The energy export industry brings Russia 235 billion USD in 2021, accounting for nearly 50% of Russia’s export value.

Some Western countries believe that without directly targeting Russia’s huge energy revenue, other sanctions will not be effective.

Although Asian governments have not or have not boycotted Russian crude oil, logistical difficulties are a barrier to Asia becoming an alternative European market for energy that Moscow is willing to sell at a price. cheap.

For decades, the main market for Russian energy has been Europe. Russia does not currently have large enough pipelines to supply oil to Asia on a large scale. The pipeline connecting Russia’s Far East with China has just been built and will not be operational for the next 2-3 years.

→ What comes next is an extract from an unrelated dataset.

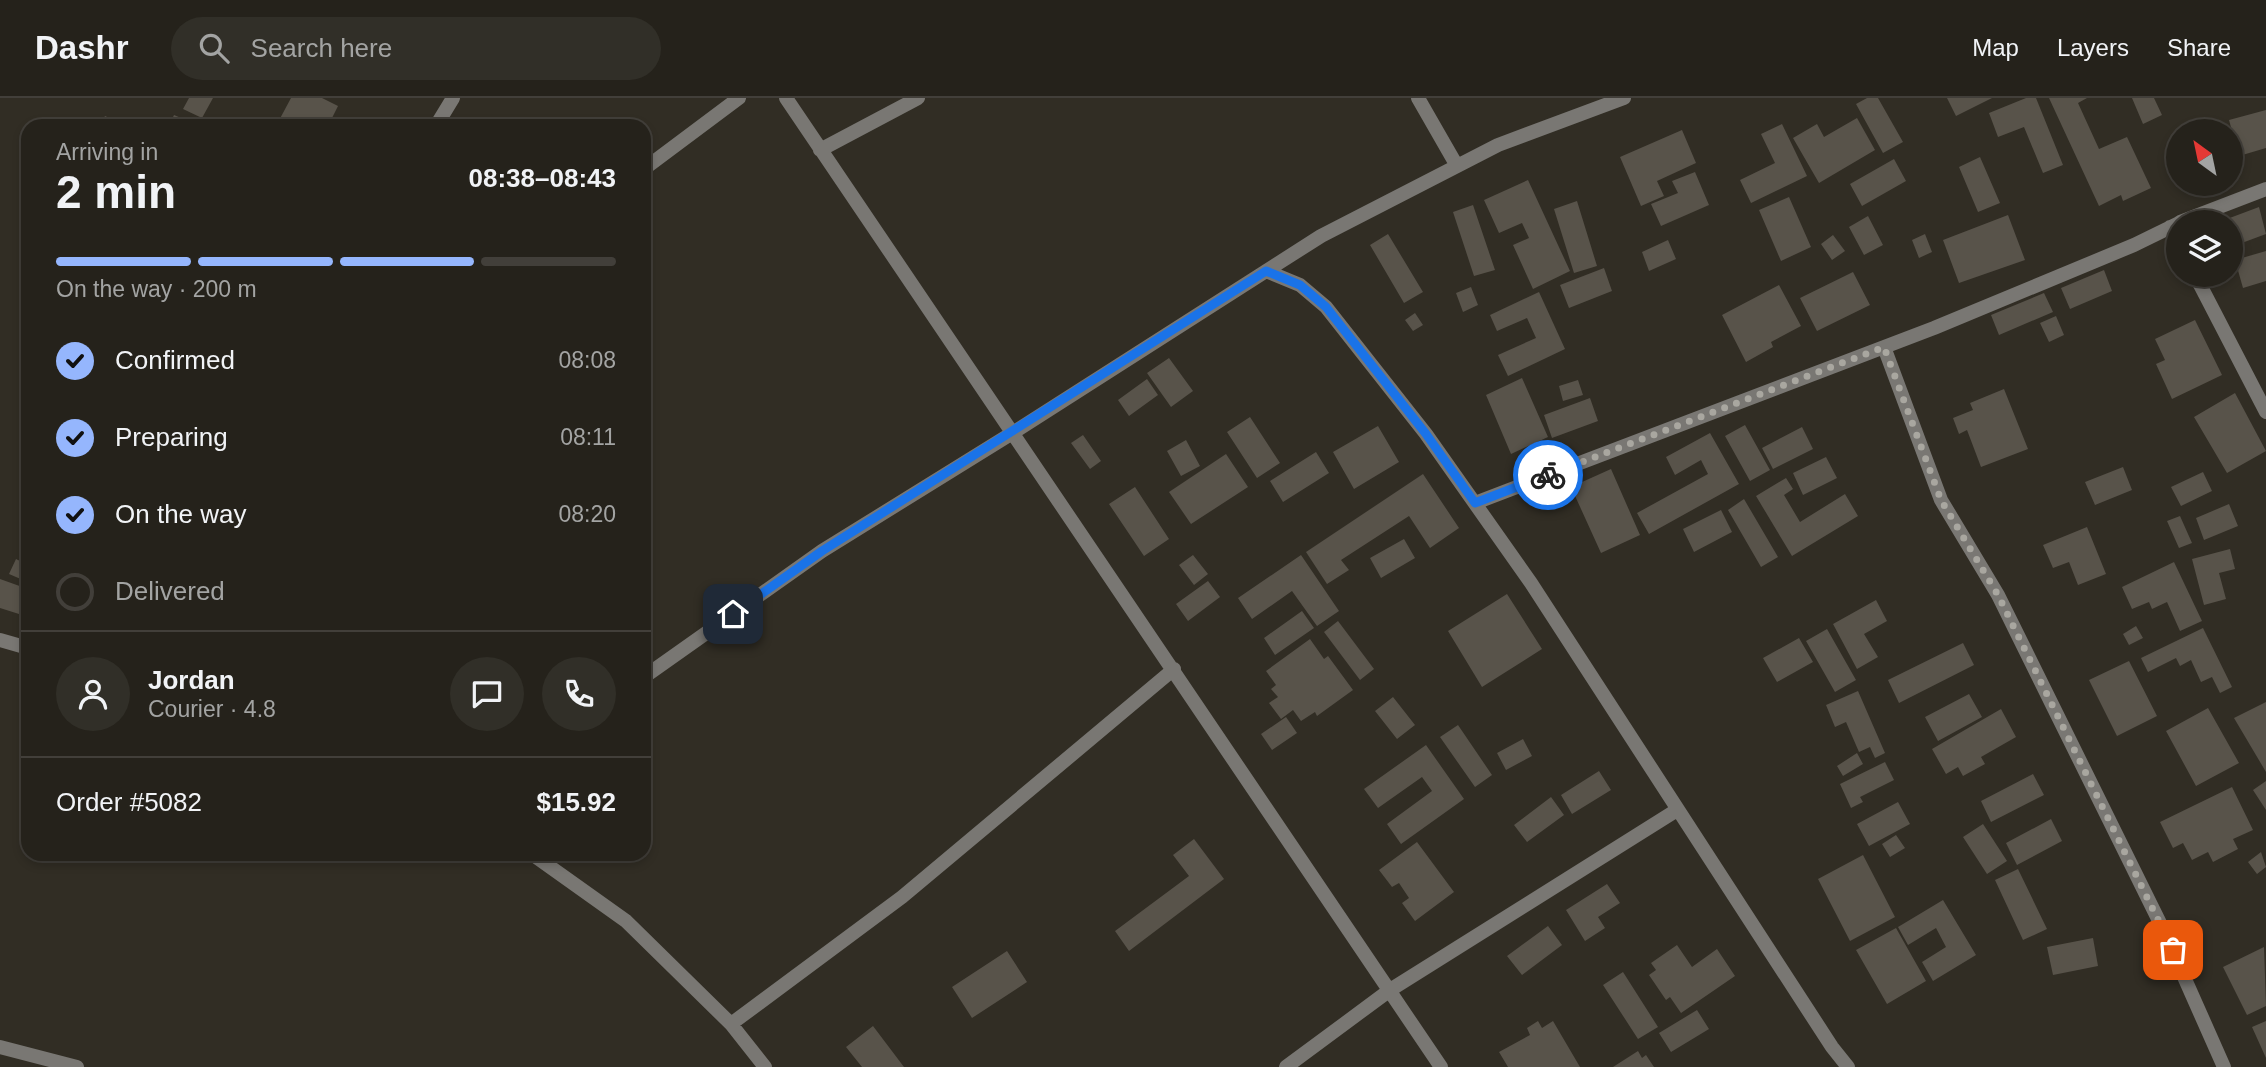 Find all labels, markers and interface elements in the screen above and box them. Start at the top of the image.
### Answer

Therefore, the only option is to transport by large tankers, which require more insurance procedures and are more expensive.

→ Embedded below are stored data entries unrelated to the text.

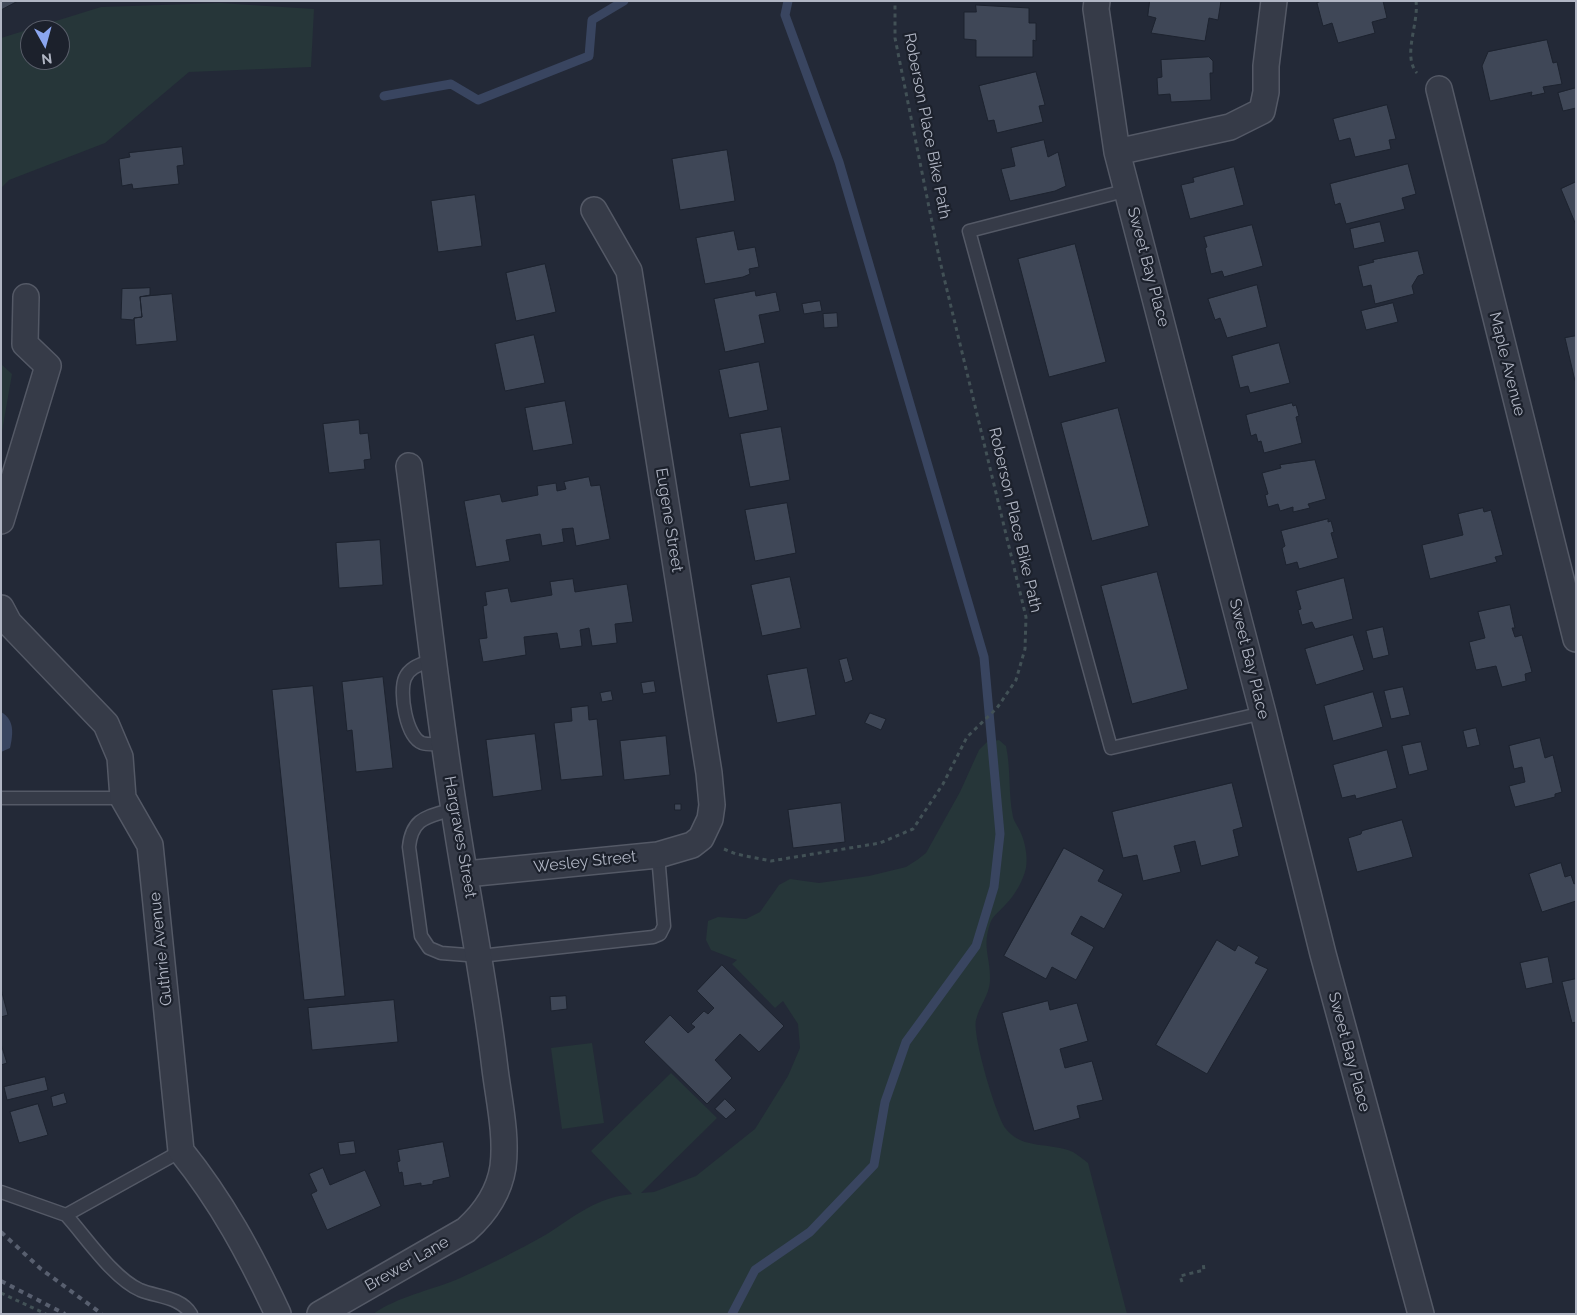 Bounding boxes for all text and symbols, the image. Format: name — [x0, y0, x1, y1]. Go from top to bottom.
north arrow — [20, 20, 70, 70]
street label: Roberson Place Bike Path — [900, 31, 954, 221]
text: N — [40, 50, 53, 67]
street label: Sweet Bay Place — [1123, 205, 1173, 329]
street label: Maple Avenue — [1485, 310, 1529, 418]
street label: Roberson Place Bike Path — [984, 426, 1046, 614]
street label: Eugene Street — [651, 466, 687, 574]
street label: Sweet Bay Place — [1225, 597, 1273, 721]
street label: Hargraves Street — [440, 774, 480, 900]
street label: Wesley Street — [533, 847, 637, 877]
street label: Guthrie Avenue — [145, 891, 177, 1007]
street label: Sweet Bay Place — [1324, 990, 1374, 1114]
street label: Brewer Lane — [362, 1232, 452, 1296]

“We do not own oil tankers, it is very difficult to find tankers ready to go to Russia now because shipping companies are increasingly concerned about the risks in doing business with Russia, even in the same Far East,” the representative said. representative of Japanese oil and gas company Taiyo Oil said.

After Western sanctions, insurance companies began to refuse to underwrite ships carrying Russian crude.

Taiyo Oil has an oil refinery near the port of Kikuma, Ehime Prefecture in Japan. In March, the company purchased Russian oil through a pre-signed long-term contract. But due to logistical and procedural difficulties, Taiyo Oil said it is now looking for alternative sources of supply from the Middle East, North America and Southeast Asia.

“We used to buy Russian oil because it was cheaper. The company also wanted to reduce the risk of being too dependent on Middle Eastern oil. But from now on, we will have to accept higher transportation costs,” the representative said. Taiyo Oil Company said.